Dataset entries
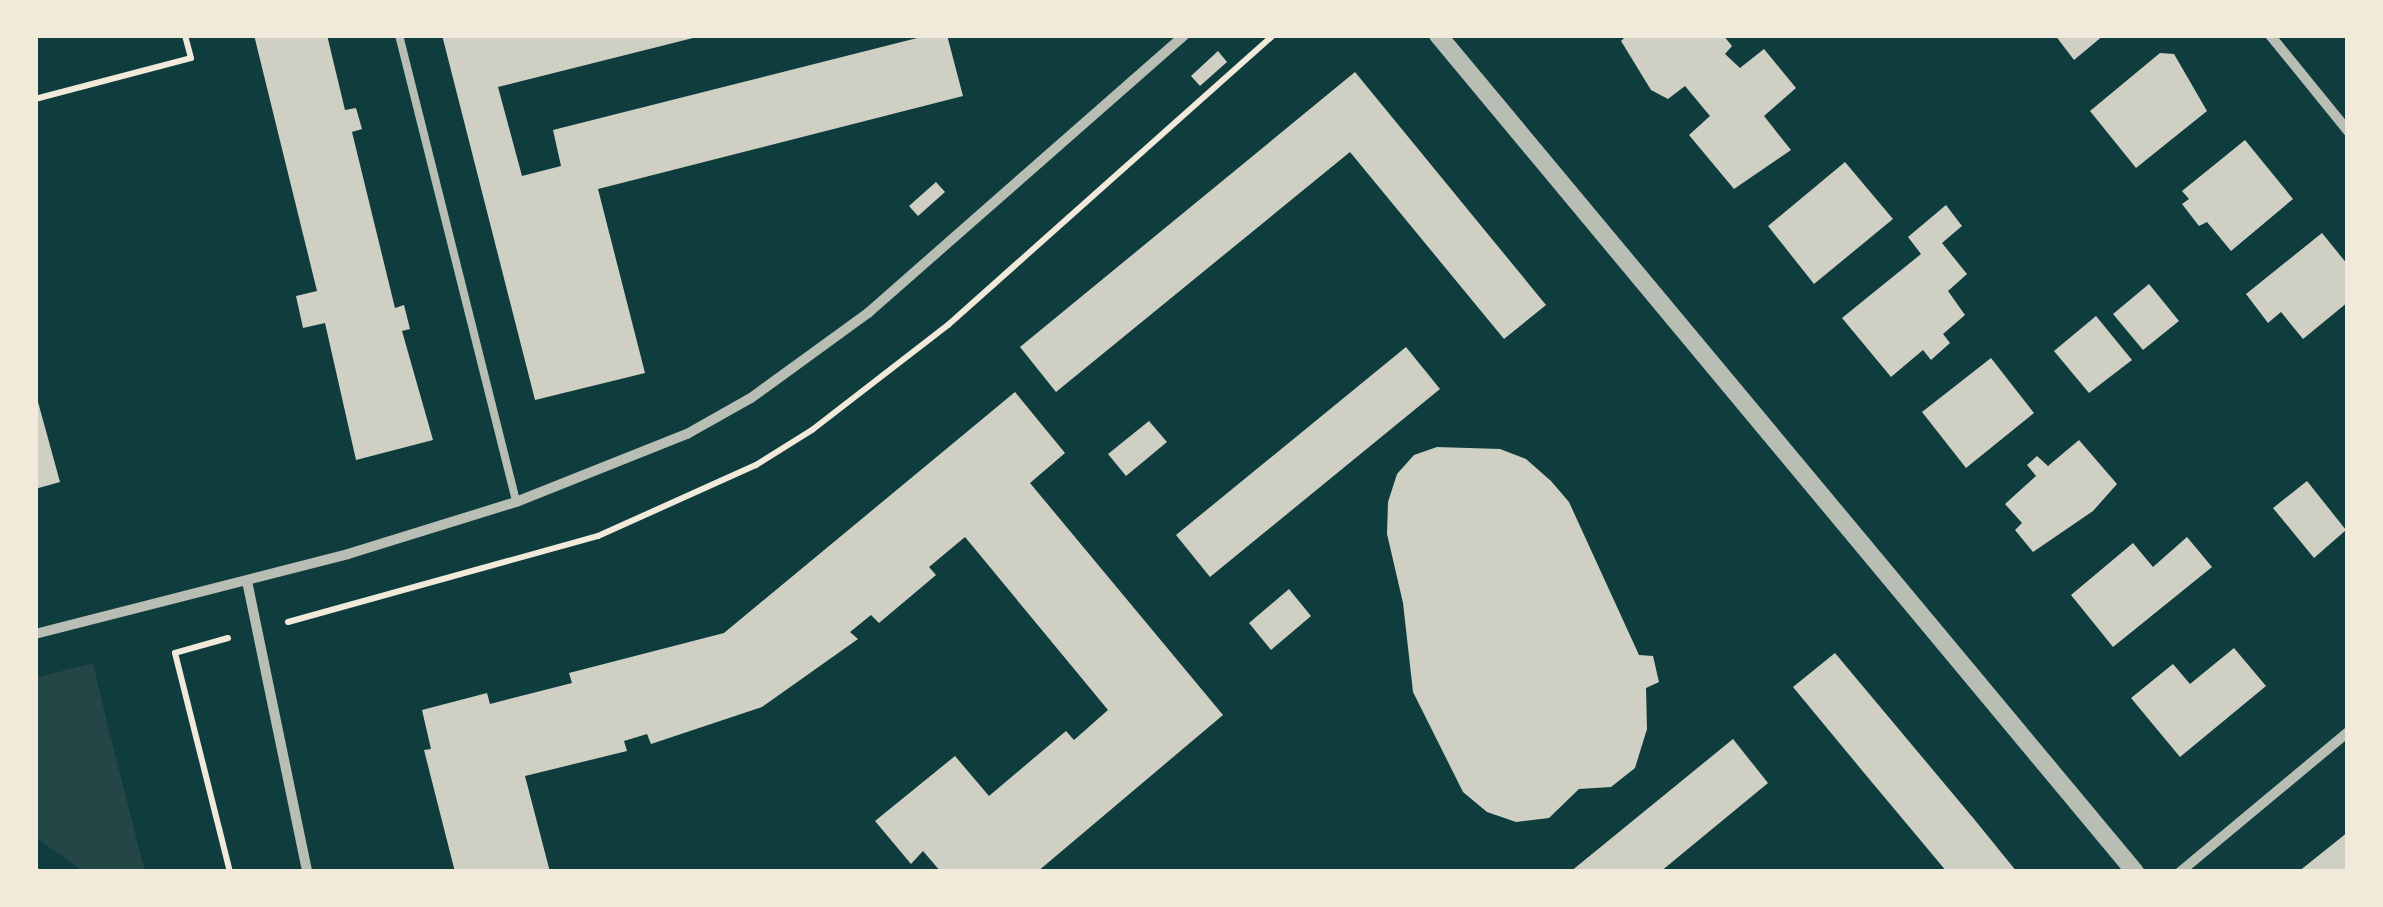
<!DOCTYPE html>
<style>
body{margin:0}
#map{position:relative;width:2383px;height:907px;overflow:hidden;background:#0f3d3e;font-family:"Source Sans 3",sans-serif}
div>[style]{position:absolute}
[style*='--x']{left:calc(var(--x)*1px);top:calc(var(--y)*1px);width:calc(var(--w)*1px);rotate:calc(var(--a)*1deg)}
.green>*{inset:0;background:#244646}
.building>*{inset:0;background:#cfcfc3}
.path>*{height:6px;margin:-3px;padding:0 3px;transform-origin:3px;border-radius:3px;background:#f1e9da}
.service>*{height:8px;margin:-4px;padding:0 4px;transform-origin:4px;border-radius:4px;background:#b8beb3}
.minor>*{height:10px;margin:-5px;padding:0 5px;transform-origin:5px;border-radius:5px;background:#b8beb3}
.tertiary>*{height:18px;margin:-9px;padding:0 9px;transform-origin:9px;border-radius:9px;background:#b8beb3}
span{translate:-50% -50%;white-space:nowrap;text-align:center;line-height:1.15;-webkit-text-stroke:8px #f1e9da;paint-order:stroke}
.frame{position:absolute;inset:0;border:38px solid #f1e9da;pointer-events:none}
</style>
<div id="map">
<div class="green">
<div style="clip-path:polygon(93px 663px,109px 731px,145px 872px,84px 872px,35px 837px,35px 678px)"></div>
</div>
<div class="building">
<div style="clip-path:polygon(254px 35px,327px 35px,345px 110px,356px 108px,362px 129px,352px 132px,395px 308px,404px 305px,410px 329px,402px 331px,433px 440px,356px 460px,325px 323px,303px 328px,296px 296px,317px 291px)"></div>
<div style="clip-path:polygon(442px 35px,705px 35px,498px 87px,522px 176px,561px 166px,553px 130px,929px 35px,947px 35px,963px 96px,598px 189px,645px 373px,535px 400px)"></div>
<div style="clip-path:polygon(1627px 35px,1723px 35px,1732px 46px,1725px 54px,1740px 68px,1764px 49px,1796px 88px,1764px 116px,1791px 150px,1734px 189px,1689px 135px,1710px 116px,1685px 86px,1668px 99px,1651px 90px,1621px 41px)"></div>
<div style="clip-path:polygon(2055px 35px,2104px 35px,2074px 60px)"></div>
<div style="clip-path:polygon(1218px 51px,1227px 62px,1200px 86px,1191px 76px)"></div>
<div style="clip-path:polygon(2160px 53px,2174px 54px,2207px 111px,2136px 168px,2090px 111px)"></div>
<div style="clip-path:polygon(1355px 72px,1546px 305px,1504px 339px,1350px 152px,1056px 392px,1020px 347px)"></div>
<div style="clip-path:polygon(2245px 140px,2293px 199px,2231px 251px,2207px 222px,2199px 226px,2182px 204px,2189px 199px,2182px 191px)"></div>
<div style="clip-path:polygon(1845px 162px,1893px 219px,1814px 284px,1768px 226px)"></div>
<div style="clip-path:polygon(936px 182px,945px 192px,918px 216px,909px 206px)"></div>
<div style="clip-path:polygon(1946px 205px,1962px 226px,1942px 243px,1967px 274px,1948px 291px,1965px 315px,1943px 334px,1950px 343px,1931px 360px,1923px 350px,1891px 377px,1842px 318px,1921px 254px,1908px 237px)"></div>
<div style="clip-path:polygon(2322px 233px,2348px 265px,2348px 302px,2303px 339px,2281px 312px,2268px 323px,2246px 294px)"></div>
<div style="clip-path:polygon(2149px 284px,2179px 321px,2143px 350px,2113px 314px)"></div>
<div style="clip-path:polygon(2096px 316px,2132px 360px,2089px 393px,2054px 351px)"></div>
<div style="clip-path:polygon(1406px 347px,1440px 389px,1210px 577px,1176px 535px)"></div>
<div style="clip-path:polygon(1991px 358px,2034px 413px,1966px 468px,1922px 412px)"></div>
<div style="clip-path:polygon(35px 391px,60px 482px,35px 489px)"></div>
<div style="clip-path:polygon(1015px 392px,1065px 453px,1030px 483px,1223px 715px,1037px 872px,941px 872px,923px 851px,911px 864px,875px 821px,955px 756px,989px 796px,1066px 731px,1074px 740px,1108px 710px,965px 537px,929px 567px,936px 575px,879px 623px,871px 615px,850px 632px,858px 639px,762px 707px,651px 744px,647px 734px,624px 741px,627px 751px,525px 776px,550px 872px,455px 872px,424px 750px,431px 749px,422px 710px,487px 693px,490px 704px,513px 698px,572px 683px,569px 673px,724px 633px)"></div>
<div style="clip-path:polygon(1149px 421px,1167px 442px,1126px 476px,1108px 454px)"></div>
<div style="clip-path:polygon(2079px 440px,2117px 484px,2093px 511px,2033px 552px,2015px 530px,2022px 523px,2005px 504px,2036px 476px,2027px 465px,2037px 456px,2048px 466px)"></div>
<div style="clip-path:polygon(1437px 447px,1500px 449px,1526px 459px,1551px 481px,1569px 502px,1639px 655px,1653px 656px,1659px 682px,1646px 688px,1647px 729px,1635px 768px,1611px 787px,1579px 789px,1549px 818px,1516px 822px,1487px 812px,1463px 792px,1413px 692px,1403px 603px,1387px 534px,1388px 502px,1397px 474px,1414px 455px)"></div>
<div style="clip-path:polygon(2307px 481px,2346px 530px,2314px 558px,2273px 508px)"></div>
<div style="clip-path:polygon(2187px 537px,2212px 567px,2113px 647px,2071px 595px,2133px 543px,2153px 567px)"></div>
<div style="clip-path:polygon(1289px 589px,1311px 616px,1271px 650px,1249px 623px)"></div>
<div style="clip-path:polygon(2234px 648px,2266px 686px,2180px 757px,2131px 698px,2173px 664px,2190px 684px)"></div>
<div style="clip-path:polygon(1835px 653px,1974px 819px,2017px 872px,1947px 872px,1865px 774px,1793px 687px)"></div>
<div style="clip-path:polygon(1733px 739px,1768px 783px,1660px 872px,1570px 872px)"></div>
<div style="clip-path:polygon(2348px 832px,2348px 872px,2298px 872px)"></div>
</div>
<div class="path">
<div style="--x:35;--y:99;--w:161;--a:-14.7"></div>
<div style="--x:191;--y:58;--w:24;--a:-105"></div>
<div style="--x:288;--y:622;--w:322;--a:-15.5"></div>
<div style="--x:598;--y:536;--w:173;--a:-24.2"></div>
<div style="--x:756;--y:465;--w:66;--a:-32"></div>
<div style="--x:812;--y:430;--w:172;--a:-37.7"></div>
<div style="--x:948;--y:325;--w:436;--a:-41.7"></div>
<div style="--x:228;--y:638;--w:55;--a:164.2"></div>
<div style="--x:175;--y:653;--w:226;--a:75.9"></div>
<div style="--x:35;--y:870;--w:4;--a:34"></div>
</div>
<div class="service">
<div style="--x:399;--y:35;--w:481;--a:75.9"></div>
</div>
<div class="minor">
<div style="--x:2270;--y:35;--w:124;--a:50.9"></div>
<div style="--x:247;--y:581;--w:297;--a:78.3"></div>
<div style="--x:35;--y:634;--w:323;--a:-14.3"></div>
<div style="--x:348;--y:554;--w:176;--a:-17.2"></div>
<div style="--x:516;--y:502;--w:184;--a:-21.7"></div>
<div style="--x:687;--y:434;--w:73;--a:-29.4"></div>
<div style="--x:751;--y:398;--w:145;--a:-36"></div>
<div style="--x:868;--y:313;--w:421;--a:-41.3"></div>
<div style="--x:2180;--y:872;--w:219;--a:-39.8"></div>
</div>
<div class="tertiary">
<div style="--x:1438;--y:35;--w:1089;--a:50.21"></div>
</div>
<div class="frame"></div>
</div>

[What to produce]: Where the string "width" occurs in a line above, count that line, and report solely the final figure.

[Solved exercise]: 2